[[ Extracted information, beginning ]]
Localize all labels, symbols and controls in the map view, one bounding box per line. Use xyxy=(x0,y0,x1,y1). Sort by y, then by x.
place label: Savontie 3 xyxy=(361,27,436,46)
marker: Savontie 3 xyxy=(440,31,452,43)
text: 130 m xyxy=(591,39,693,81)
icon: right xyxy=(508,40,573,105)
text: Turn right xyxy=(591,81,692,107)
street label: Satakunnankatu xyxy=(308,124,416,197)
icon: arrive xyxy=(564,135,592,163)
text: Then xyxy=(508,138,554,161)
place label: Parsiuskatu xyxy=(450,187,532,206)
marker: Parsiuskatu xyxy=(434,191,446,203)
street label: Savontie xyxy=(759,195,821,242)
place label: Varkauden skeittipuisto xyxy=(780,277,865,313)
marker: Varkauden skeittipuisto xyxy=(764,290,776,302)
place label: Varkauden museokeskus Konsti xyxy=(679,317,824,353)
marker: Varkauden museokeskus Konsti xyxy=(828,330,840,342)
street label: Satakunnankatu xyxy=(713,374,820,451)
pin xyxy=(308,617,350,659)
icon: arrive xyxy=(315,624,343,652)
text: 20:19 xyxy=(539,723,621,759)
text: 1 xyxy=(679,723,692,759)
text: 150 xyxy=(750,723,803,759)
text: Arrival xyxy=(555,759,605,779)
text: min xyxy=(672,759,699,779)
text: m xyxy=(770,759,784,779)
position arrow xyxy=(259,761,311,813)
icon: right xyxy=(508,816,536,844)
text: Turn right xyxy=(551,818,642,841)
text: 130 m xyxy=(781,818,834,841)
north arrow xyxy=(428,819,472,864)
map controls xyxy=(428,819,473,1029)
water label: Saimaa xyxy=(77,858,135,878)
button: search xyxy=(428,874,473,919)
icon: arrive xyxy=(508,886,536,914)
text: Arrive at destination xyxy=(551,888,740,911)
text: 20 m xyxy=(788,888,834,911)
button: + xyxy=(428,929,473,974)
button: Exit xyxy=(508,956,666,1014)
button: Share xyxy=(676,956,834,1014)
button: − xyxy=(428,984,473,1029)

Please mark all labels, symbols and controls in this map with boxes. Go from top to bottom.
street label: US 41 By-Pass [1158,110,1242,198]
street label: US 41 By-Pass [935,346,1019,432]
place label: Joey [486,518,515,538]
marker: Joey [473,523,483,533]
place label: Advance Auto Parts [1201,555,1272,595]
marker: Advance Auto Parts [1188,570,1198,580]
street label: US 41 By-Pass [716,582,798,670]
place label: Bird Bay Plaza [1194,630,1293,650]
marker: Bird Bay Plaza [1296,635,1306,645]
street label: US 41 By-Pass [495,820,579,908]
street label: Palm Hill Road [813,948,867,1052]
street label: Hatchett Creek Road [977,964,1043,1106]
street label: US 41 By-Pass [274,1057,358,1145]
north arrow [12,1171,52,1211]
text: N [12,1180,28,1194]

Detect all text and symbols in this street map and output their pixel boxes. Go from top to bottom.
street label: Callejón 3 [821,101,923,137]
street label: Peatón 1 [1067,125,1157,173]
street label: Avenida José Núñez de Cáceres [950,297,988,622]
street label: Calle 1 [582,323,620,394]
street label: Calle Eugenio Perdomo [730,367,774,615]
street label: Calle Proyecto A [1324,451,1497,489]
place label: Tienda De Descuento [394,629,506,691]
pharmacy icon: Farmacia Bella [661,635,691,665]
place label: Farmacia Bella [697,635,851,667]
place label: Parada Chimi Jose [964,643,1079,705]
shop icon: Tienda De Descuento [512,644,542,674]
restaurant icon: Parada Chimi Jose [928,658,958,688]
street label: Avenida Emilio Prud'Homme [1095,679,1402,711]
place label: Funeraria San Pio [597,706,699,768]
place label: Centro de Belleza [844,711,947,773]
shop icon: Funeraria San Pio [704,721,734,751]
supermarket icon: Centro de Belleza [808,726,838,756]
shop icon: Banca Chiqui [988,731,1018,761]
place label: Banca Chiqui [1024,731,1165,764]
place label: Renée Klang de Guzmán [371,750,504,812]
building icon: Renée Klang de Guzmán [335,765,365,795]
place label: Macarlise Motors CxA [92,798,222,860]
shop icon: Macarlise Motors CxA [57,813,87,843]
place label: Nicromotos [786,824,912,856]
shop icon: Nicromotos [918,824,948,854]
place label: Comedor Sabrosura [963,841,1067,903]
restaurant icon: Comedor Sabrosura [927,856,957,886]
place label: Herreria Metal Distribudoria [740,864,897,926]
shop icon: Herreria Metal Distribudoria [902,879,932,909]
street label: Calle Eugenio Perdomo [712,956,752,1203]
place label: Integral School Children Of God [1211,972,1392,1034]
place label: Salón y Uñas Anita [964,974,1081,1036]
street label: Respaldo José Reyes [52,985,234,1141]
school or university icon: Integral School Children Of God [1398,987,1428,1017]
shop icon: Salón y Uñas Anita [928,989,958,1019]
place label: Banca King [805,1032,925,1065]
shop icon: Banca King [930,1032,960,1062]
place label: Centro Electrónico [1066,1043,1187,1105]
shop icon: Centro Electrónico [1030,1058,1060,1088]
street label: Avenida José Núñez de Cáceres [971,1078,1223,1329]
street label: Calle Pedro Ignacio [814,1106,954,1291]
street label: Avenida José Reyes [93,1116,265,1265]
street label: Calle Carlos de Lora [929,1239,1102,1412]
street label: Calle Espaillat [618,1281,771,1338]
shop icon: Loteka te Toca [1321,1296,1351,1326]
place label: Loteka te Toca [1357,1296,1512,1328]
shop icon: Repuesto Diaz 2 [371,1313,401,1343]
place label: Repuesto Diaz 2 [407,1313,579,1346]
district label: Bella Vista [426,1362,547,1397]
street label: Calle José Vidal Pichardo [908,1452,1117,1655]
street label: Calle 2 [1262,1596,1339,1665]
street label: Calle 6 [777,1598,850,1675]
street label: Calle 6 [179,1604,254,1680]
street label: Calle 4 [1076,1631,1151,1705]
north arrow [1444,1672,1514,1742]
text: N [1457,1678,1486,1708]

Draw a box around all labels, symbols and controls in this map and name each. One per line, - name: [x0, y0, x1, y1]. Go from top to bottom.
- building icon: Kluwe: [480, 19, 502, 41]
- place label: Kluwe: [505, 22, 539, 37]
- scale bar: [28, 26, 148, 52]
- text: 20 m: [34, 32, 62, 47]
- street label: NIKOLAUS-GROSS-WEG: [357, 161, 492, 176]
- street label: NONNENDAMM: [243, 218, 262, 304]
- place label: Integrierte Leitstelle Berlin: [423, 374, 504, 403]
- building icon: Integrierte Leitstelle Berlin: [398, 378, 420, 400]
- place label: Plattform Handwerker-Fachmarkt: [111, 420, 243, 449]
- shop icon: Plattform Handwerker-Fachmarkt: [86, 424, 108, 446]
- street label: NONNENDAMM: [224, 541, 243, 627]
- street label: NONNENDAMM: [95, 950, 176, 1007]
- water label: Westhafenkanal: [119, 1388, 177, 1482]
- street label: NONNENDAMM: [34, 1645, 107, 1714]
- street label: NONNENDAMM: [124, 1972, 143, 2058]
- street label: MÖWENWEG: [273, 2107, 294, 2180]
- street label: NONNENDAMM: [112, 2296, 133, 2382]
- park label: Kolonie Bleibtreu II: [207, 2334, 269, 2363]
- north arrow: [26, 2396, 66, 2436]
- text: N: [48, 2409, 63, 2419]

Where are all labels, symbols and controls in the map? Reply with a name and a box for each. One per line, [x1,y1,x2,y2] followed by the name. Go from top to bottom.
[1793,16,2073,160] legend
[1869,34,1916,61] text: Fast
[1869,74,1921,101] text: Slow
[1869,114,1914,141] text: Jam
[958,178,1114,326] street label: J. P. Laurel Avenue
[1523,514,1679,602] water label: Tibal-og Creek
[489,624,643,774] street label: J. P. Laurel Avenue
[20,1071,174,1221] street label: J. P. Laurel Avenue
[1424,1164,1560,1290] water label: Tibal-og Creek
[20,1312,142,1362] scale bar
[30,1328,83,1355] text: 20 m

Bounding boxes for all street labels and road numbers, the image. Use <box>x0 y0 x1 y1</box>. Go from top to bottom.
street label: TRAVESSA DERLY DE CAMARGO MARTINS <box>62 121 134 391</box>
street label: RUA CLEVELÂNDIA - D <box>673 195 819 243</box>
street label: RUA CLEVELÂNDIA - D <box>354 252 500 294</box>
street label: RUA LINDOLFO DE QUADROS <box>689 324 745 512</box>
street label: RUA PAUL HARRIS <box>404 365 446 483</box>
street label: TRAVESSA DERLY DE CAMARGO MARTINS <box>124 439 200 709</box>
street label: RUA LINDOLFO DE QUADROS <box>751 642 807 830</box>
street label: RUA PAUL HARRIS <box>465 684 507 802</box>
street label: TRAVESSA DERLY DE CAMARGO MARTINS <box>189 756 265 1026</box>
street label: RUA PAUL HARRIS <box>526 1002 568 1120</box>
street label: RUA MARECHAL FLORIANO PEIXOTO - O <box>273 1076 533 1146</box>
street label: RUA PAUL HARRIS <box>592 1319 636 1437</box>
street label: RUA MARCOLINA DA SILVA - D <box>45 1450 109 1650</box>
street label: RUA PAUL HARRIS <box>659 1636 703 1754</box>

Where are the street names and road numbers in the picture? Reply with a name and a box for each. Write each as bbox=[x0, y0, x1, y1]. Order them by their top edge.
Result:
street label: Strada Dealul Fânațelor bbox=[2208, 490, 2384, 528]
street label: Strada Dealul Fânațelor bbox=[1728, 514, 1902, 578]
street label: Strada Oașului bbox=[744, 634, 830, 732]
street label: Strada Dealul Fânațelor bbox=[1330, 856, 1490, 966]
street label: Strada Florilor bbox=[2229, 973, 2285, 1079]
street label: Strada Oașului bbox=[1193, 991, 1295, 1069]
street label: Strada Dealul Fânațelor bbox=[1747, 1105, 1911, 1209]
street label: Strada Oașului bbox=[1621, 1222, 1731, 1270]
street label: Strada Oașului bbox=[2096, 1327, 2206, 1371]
[[ Extracted information, end ]]
What you return should be exactly the lines above, starting at the one with "Where are all" and ending at the one with "Where are the", and nothing else.

Where are all labels, symbols and controls in the map? Reply with a name and a box for each. One per line, [x1,y1,x2,y2] followed by the name. Go from top to bottom.
[1793,16,2073,160] legend
[1869,34,1916,61] text: Fast
[1869,74,1921,101] text: Slow
[1869,114,1914,141] text: Jam
[958,178,1114,326] street label: J. P. Laurel Avenue
[1523,514,1679,602] water label: Tibal-og Creek
[489,624,643,774] street label: J. P. Laurel Avenue
[20,1071,174,1221] street label: J. P. Laurel Avenue
[1424,1164,1560,1290] water label: Tibal-og Creek
[20,1312,142,1362] scale bar
[30,1328,83,1355] text: 20 m

Bounding boxes for all street labels and road numbers, the image. Use <box>x0 y0 x1 y1</box>. Go from top to bottom.
street label: TRAVESSA DERLY DE CAMARGO MARTINS <box>62 121 134 391</box>
street label: RUA CLEVELÂNDIA - D <box>673 195 819 243</box>
street label: RUA CLEVELÂNDIA - D <box>354 252 500 294</box>
street label: RUA LINDOLFO DE QUADROS <box>689 324 745 512</box>
street label: RUA PAUL HARRIS <box>404 365 446 483</box>
street label: TRAVESSA DERLY DE CAMARGO MARTINS <box>124 439 200 709</box>
street label: RUA LINDOLFO DE QUADROS <box>751 642 807 830</box>
street label: RUA PAUL HARRIS <box>465 684 507 802</box>
street label: TRAVESSA DERLY DE CAMARGO MARTINS <box>189 756 265 1026</box>
street label: RUA PAUL HARRIS <box>526 1002 568 1120</box>
street label: RUA MARECHAL FLORIANO PEIXOTO - O <box>273 1076 533 1146</box>
street label: RUA PAUL HARRIS <box>592 1319 636 1437</box>
street label: RUA MARCOLINA DA SILVA - D <box>45 1450 109 1650</box>
street label: RUA PAUL HARRIS <box>659 1636 703 1754</box>

Where are the street names and road numbers in the picture? Reply with a name and a box for each. Write each as bbox=[x0, y0, x1, y1]. Order them by their top edge.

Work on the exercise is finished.